Using the KJV, the first verses of chapters 27 and 29 show us that Job is speaking in parables. That is the linguistic genre of the day. He does not speak as we speak today. Those two verses are exactly the same:

"Moreover Job continued his parable, and said,..."

He starts by magnifying the glory and the power of God; of declaring that the hypocrite is without hope before God. Then he recalls his own former prosperity and honour, longing to be restored. By chapter 30 he moves on to how his honour has now been turned into extreme contempt. Then comes chapter 31, with the one verse (10) which you ask about - whether Job is speaking euphemistically about a curse on his wife should Job be guilty of coveting his neighbour's wife, or falling for the allures of another woman. This is clearly referring to sexual adultery. Job is saying that, if he is guilty of sexually wrong thoughts, desires, and actions, then may his wife either become another man's servant (working to produce flour) or another man's wife (to provide sexual gratification for him.)

That would be the least worse scenario of Job's parable. The worse case would be if - because of any immorality own Job's part - his wife became a slave and was raped, and not just by one man. Job would view either case as judgment on himself, and exposure of his own immorality.

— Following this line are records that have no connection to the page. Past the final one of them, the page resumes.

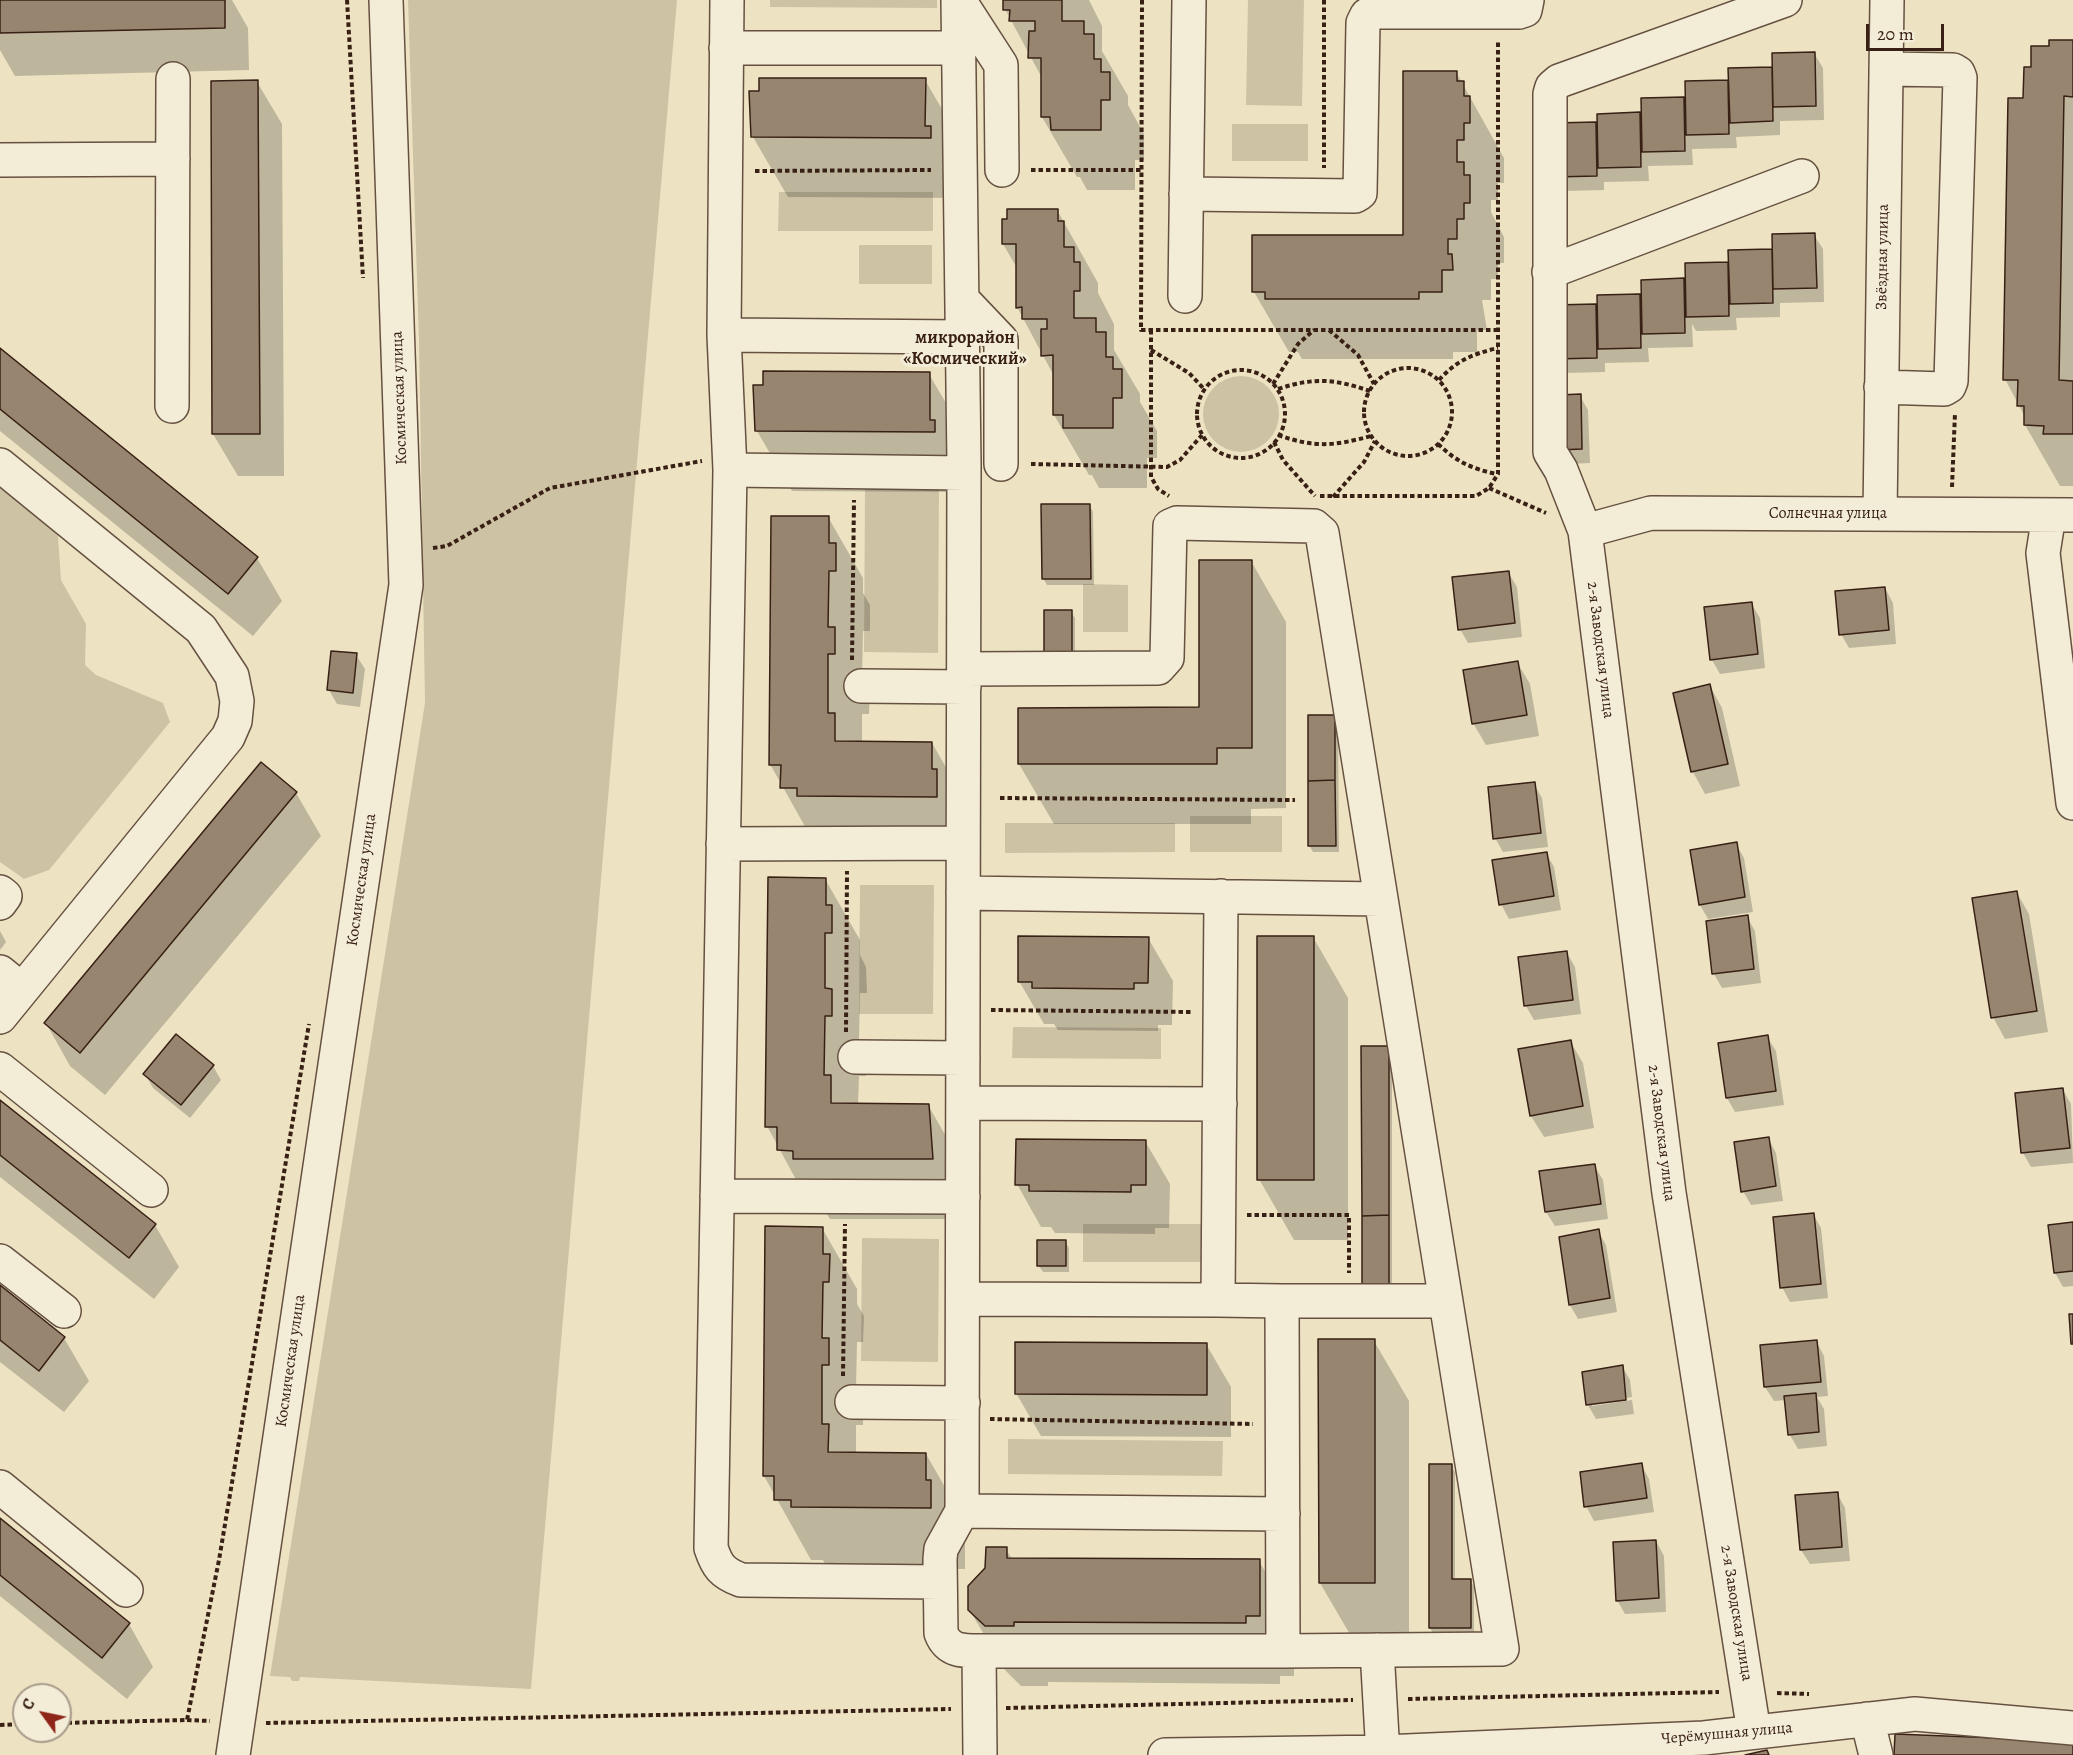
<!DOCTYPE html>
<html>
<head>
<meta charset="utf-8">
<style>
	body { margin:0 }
	#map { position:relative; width:2073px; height:1755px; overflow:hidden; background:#ede3c3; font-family:Alegreya,serif }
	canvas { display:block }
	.north { position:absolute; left:12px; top:1683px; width:60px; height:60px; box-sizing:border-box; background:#f3edd8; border:2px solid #a99b8a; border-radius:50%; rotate:303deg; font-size:16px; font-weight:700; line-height:24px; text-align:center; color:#392015 }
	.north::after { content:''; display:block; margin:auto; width:21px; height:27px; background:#8f2418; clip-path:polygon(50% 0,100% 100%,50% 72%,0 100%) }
	.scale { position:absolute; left:1866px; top:24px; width:78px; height:27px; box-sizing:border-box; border:3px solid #392015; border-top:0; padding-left:8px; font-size:18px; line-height:21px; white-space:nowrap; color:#392015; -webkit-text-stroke:4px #f3edd8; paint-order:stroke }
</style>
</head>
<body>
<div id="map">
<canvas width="2073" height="1755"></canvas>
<div class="north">С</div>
<div class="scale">20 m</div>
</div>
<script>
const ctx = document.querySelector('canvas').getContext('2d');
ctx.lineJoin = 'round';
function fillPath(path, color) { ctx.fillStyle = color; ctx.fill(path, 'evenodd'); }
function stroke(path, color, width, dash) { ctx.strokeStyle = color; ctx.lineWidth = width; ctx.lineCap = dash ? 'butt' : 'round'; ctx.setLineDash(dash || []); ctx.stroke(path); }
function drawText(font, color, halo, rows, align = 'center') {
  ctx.font = font + ' Alegreya,serif'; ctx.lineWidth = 6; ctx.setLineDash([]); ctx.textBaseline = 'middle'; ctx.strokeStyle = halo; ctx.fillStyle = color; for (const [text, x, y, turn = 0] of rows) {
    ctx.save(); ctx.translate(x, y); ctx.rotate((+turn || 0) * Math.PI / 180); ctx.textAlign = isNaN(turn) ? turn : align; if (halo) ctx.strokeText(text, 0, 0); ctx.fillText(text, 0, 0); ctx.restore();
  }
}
const green = new Path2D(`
	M408,0H677L531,1689L300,1677L299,1681H292L290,1677L270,1676L425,703L419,341Z
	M770,0H937V8L770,7Z
	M1248,0H1304L1302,106L1246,105Z
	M1232,124H1308V161H1232Z
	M779,192H933V231H778Z
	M859,245H932V284H859Z
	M1203 414a38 38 0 1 1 76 0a38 38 0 1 1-76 0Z
	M0,482L38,513L58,536L61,580L86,624L85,665L96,675L163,703L170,722L49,870L24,879L0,862Z
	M865,486L939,487L938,653L864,652Z
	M1083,584L1128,585V632H1083Z
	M1190,816H1282V852H1190Z
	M1005,823H1175V852L1005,853Z
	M860,885H934L933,1014H859Z
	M1013,1027L1161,1028V1059L1012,1058Z
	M1083,1224H1202V1262H1083Z
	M862,1238L939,1239L938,1362L861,1361Z
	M1008,1439L1223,1441L1222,1476L1008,1474Z`);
const shadow = new Path2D(`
	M0,0H232L248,28L249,70L15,76L0,50V91Z
	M1005,0H1089L1102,26V51L1128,96V105L1144,134V160H1135V190H1087L1080,177H1077L1042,117V78L1005,9Z
	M2073,42V486H2060L2025,425V417L2005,379L2024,100L2033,69L2050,48Z
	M1814,53L1823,68L1824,120L1780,121V135L1736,137L1737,148L1692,149L1693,165L1648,166L1649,181L1604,182V190L1564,191L1554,125L1599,124V115L1643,114L1642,99L1687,98L1686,83L1730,82V70L1774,69Z
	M1456,72L1504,158V183H1498V200H1491V212L1504,237V263H1498V279H1491V300H1482L1487,330H1477V352H1453V359H1302L1298,352H1289L1254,292L1405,237Z
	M925,80L960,140L965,198L788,197L753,137Z
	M257,82L282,124L284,476H238L213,434Z
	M1057,210L1098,283V293L1114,324V350L1140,394V402L1157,431V458H1147V488H1099L1092,475H1089L1054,415V376L1017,307V268L1003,244Z
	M1814,235L1823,249L1824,302L1780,303V317L1736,318L1737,330L1696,331L1692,324L1693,347L1648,348L1649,362L1605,363V372L1564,373L1554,306L1599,305L1639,295L1643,302L1683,280L1687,287L1686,264L1730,263V251L1774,250Z
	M0,350L257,558L282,601L253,636L0,431Z
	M929,374L964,434L969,492L792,491L757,431Z
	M1580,396L1588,410L1590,463L1569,464L1561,449Z
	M1090,506L1093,512L1094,585H1047L1043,578Z
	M828,517L863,578V593L870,605V631H863L862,676L870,689L869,714H862V743H932L967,804L971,832L817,848L770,764Z
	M1251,561L1286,622V808L1251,809V824H1054L1019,764L1200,709Z
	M1508,572L1517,587L1522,637L1468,643L1460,629Z
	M1885,588L1893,603L1896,644L1849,648L1841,634Z
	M1751,603L1760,618L1765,668L1720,674L1712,660Z
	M1071,612L1075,618V662H1049Z
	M356,655L365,669L360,707L337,704L329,690Z
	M1517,662L1530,684L1539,736L1486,745L1473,723Z
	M1710,686L1722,708L1740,786L1705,794L1693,772L1675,694Z
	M1334,716L1338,723L1339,852H1313L1309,845Z
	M1534,784L1542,798L1548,847L1503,852L1495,838Z
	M296,793L321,836L105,1095L70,1066L46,1023Z
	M1736,844L1744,858L1753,912L1708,919L1700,905Z
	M1546,853L1554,867L1561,910L1509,919L1501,904Z
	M825,879L860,940V955L866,967L867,993H860L859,1039L866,1051V1076H859L858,1105H928L963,1166L967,1219H830L825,1211H813L767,1126Z
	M2017,893L2029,914L2048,1032L2005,1039L1993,1017Z
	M1747,917L1755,931L1761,983L1722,988L1714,974Z
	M0,931L6,942L0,950Z
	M1313,937L1348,998V1240H1294L1259,1179Z
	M1148,938L1173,981L1172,1025H1158V1031L1058,1030L1054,1024H1044L1019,981Z
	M1567,953L1575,967L1581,1014L1534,1020L1526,1006Z
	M1767,1037L1776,1051L1784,1105L1735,1112L1727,1098L1719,1044Z
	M1570,1041L1583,1063L1594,1128L1544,1137L1531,1116Z
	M1388,1048L1392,1054V1290H1367L1363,1283Z
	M213,1066L221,1080L190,1118L153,1088L145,1074Z
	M2063,1090L2071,1104L2073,1163L2031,1167L2023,1153Z
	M0,1102L155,1225L179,1267L154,1299L0,1177Z
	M1768,1138L1776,1153L1783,1201L1751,1205L1743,1191Z
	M1145,1141L1170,1184L1169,1228H1155V1234L1055,1233L1051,1227H1041L1017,1184Z
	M1594,1165L1603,1180L1608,1219L1555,1226L1546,1212L1541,1173Z
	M1813,1214L1821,1228L1828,1298L1790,1302L1782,1287Z
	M2073,1223V1286L2063,1287L2055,1273Z
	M822,1228L857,1289V1304L864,1316L863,1342H857L856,1388L863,1400V1425H856V1454H926L961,1515L960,1535L965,1543V1569L827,1568L823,1560H811L764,1476Z
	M1598,1231L1606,1245L1617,1312L1578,1319L1570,1305L1560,1238Z
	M1065,1241L1069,1248V1272H1043L1039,1266Z
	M0,1287L64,1338L89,1381L64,1412L0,1362Z
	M1374,1341L1409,1401V1643H1355L1320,1583Z
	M1816,1341L1824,1356L1828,1396L1817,1397L1824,1409L1827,1446L1798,1449L1790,1435L1786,1400L1774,1401L1765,1387L1762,1346Z
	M1206,1344L1231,1387V1437L1041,1436L1016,1393Z
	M1622,1366L1630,1380L1632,1397L1592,1403V1406L1632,1400L1634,1414L1596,1419L1588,1405L1584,1373Z
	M1641,1464L1649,1479L1654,1512L1594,1521L1586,1506Z
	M1451,1466L1455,1472V1580H1470L1474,1587V1634L1434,1635L1430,1628Z
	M1837,1493L1845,1508L1850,1561L1810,1564L1801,1550Z
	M0,1520L129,1624L153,1667L127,1699L0,1596Z
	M1656,1541L1664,1556L1666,1612L1625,1614L1617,1600Z
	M1006,1549L1012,1559L1259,1561L1294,1621V1676H1280V1684L1048,1682V1686H1021L1005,1670L969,1609Z`);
const building = new Path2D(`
	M0,0H225V28L0,33Z
	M1003,0H1062V21H1084V34H1094V59H1101V72H1110V100H1101V130H1051L1050,117H1041V58H1028L1029,31H1035V21H1009L1010,10H1003Z
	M2049,40H2073V97L2064,96L2059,380L2073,381V434H2043L2044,426L2024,425V406H2017L2018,380H2003L2008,98H2023L2024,67H2031V46H2049Z
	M1815,52L1816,106L1773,107L1772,53Z
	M1772,67L1773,121L1730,123L1728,68Z
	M1403,71H1457V81H1464V96H1470V123H1464V140H1457V162H1464V175H1470V203H1464V219H1457V239H1448V254H1452L1453,270H1442V292H1419V299H1265V292H1252V235H1403Z
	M759,78H926L925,126H931V138L751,137L749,91H759Z
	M258,80L260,434H212L211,81Z
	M1728,80L1729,134L1686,135L1685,81Z
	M1684,97L1685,151L1642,152L1641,98Z
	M1640,112L1641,167L1598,168L1597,114Z
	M1596,122L1597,176L1554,177L1553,123Z
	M1007,209H1058V221H1064V247H1074V262H1080V291H1074V318H1096V332H1106V357H1113V369H1122V398H1113V428H1063V415H1053V355L1041,356V329H1047V319H1022V307L1016,308V244H1002V219H1007Z
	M1815,233L1817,288L1773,289L1772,234Z
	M1772,249L1773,303L1730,304L1728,250Z
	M1728,262L1729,316L1686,317L1685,263Z
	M1684,278L1685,333L1642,334L1641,280Z
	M1640,294L1641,348L1598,349L1597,295Z
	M1596,304L1597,358L1554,359L1553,305Z
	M0,348L258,557L228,594L0,409Z
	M763,371L930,372V420H935V432L755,431L753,385H763Z
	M1581,394L1582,449L1559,450L1558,395Z
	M1041,504H1090L1091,579H1042Z
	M771,516H829V543H836V571H829L828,627H835V654H828V713H835V741L932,742V769H937V797L797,796V788H780L781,765H769Z
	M1199,560H1252V748H1217V764H1018V708L1199,707Z
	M1509,571L1515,623L1458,630L1452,577Z
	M1885,587L1889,630L1839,635L1835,591Z
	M1752,602L1758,654L1710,660L1704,607Z
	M1044,610H1072V656H1044Z
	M331,651L357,653L353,693L327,690Z
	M1518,661L1527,715L1472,724L1463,670Z
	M1710,684L1728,764L1691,772L1673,693Z
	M1308,715H1335V780L1308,781Z
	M261,762L297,792L80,1053L44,1023Z
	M1335,780L1336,846H1308V781Z
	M1535,782L1541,833L1493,839L1488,787Z
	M1737,842L1745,897L1699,905L1690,850Z
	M1547,852L1554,896L1499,905L1492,860Z
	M768,877L826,878V905H832V933H825V988L832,989V1016H825L824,1075H831V1103L929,1104L933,1159H793V1151L777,1150V1127H765Z
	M2017,891L2037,1011L1991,1018L1972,898Z
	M1748,915L1754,969L1712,974L1706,921Z
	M1018,936L1149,937L1148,983H1134V989L1032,988V982H1018Z
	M1257,936H1314V1180H1257Z
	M1567,951L1573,1000L1524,1006L1518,957Z
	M176,1034L214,1065L181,1105L143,1074Z
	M1768,1035L1776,1091L1726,1098L1718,1043Z
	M1571,1040L1583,1106L1530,1116L1518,1049Z
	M1361,1046H1389V1215L1362,1216Z
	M2063,1088L2070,1148L2021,1153L2015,1093Z
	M0,1100L156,1224L129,1258L0,1155Z
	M1769,1137L1776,1186L1741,1192L1734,1142Z
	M1016,1139L1146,1140V1185H1131V1192L1029,1191V1185H1015Z
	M1595,1164L1601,1204L1545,1212L1539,1171Z
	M1814,1213L1821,1284L1780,1288L1773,1217Z
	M1389,1215V1284H1362V1216Z
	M2073,1222V1271L2054,1273L2048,1225Z
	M765,1226L823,1227V1254H830L829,1282H823L822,1338H829V1365H822V1424H829L828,1452L926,1453V1480H931V1508L791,1507V1500H774V1476H763Z
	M1599,1229L1610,1298L1569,1305L1559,1237Z
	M1037,1240H1066V1266H1037Z
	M0,1285L65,1337L39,1371L0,1340Z
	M2069,1314H2073V1344H2071Z
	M1318,1339H1375V1583H1319Z
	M1817,1340L1821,1382L1764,1387L1760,1345Z
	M1015,1342L1207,1343V1395L1015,1394Z
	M1623,1365L1626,1400L1586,1405L1582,1372Z
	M1816,1393L1819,1432L1788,1435L1784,1396Z
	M1642,1463L1647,1498L1584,1507L1580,1472Z
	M1429,1464H1452V1579H1471V1628H1429Z
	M1838,1492L1842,1547L1800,1550L1795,1495Z
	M0,1518L130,1623L102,1658L0,1575Z
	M1656,1540L1659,1598L1616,1601L1613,1542Z
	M986,1547H1007V1558L1260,1559V1616H1246V1623L1014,1622V1626H985L968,1610V1586L985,1568Z
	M1895,1734L2073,1741V1755H1894Z
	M1767,1750L1769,1755H1745Z`);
const path = new Path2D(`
	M347,0L363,278
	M1142,0L1141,330H1498
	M1324,0V168
	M1031,170H1141
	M755,171L931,170
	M1151,330V477L1158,489L1169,496
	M1329,330L1358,355L1374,384
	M1151,350L1189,373L1204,389
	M1364 412a44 44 0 1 1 88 0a44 44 0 1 1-88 0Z
	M1197 414a44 44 0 1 1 88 0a44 44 0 1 1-88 0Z
	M1439,380C1456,361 1472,354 1498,348
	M1273,384L1298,344L1314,330
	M1278,389C1315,377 1334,379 1370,391
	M1278,435C1315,448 1334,446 1371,436
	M1274,442L1283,460L1315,496
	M1438,444C1457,462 1472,469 1497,474
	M1031,464L1167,467L1180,460L1202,435
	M1952,487L1955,413
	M1489,488L1546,513
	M1320,496H1476L1489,488L1498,474V40
	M1333,497L1364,462L1375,441
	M433,548L447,546L550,488L702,461
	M852,660L854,500
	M1000,798L1295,800
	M991,1010L1191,1012
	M846,1032L847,871
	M1247,1215H1349V1273
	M843,1376L845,1224
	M990,1419L1253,1424
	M1777,1693L1809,1694
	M1408,1699L1719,1692
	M1006,1708L1353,1700
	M187,1720L210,1721
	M60,1723L187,1720L219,1560L309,1024
	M266,1723L951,1709
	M0,1725L24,1724`);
const minor = new Path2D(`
	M727,0L724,335L730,470L711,1548C717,1566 722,1573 741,1580L940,1582
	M958,0L964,463L962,1511L941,1549L940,1559L941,1633C948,1651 962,1651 979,1651L980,1755
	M959,0L1001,65L1002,170
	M726,48H959
	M0,160L173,159
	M1186,194L1355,196L1360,193L1363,23L1367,15L1373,12H1519L1525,10L1527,0
	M1549,272L1802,176
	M1185,296L1189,0
	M962,299L1001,340V464
	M724,335L962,337
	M1881,387L1944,389L1949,386L1951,381L1960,78L1958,73L1953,70L1886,69
	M172,406L173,79
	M0,465L201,629L232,676L237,701L235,721L228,737L22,990
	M730,470L964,473
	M1880,514L1887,0
	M2049,515L2043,553L2073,803
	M1585,531L1651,513L2073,515
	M964,669L1158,668L1167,658L1170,526L1177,523L1314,526L1322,533L1502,1649L1283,1651
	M861,686L964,687
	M723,844L963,843
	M0,892L5,896L0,903
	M963,893L1381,899
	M0,972L22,990L0,1017
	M855,1057L963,1058
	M0,1069L151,1190
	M963,1103L1220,1104
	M717,1196L963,1197
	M0,1261L64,1311
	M963,1299L1218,1300
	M1282,1301H1446
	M852,1402L963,1403
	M0,1487L126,1590
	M962,1511L1283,1514
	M1377,1650L1383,1755
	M979,1651H1283L1282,1301L1218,1300L1221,896
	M1867,1719L1876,1755
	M1754,1732L1669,1193L1585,531L1561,470L1550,452V94L1552,87L1559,81L1785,0
	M233,1755L406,585L386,0
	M1165,1755L1384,1752L1704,1738L1915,1714L2073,1728`);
const streetNames = [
	["Звёздная улица",1883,257,-89],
	["Космическая улица",400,398,-92],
	["Солнечная улица",1828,514],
	["2-я Заводская улица",1600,650,83],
	["Космическая улица",362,880,-82],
	["2-я Заводская улица",1661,1133,83],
	["Космическая улица",291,1361,-82],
	["2-я Заводская улица",1736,1613,81],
	["Черёмушная улица",1727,1734,-5]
];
const neighbourhoodNames = [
	["микрорайон",965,339],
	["«Космический»",965,360]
];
fillPath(green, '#cec2a5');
fillPath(shadow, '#0003');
fillPath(building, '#97856f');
stroke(building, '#392015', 1.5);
stroke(minor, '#665140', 36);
stroke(path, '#392015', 4, [4.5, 3]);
stroke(minor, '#f3edd8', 33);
drawText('16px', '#392015', '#f3edd8', streetNames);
drawText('bold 18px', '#392015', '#f3edd8', neighbourhoodNames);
</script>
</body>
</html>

Yet Job was so confident that he had not even thought immoral sexual thoughts, let alone carried any out, that such a disaster on his wife would never occur. This is shown by the whole chapter, where Job lists one sinful deed after another: "If I...." followed by a judgmental curse resulting on himself.

The range of sins includes unfairness to his own servants, keeping food from the poor, or clothing, attacking the fatherless instead of defending them, coveting gold and hoping (trusting) in material riches, secretly adoring the sun and the moon, rejoicing in the downfall of his enemies, trying to cover over his sin as did Adam. And the continual reason Job declares his abhorrence of, and avoidance of such sins is that:

"Doth not [God] see my ways, and count all my steps? ...What then shall I do when God riseth up? and when he visiteth, what shall I answer him? ...For destruction from God was a terror to me, and by reason of his highness I could not endure... for I should have denied God that is above." (Job 31: 4, 14, 23)

Further, Job calls down judgment on his own self should he be found guilty of such crimes:

"Then let me sow, and let another eat; yea, let my offspring be rooted out. ...then let mine arm fall from my shoulder blade, and mine arm be broken from the bone... Let thistles grow instead of wheat, and cockle instead of barley." (Ibid. vss. 8, 22, 40)

So, yes, Job is so sure of his innocence regarding lust and adultery that he speaks of his wife being in servitude to another man and being an object of sexual gratification to another man (or men), should he actually be guilty. He is supremely confident that he is not guilty, so that such a horror would never happen to his wife.

This means that Job is not calling down a curse on his wife, but that all his appeals in that chapter are that he is innocent of myriad sins, that God is his witness and sees all that he does and knows all that he thinks, and (therefore) such awful judgments on him and his household and his wife will never happen.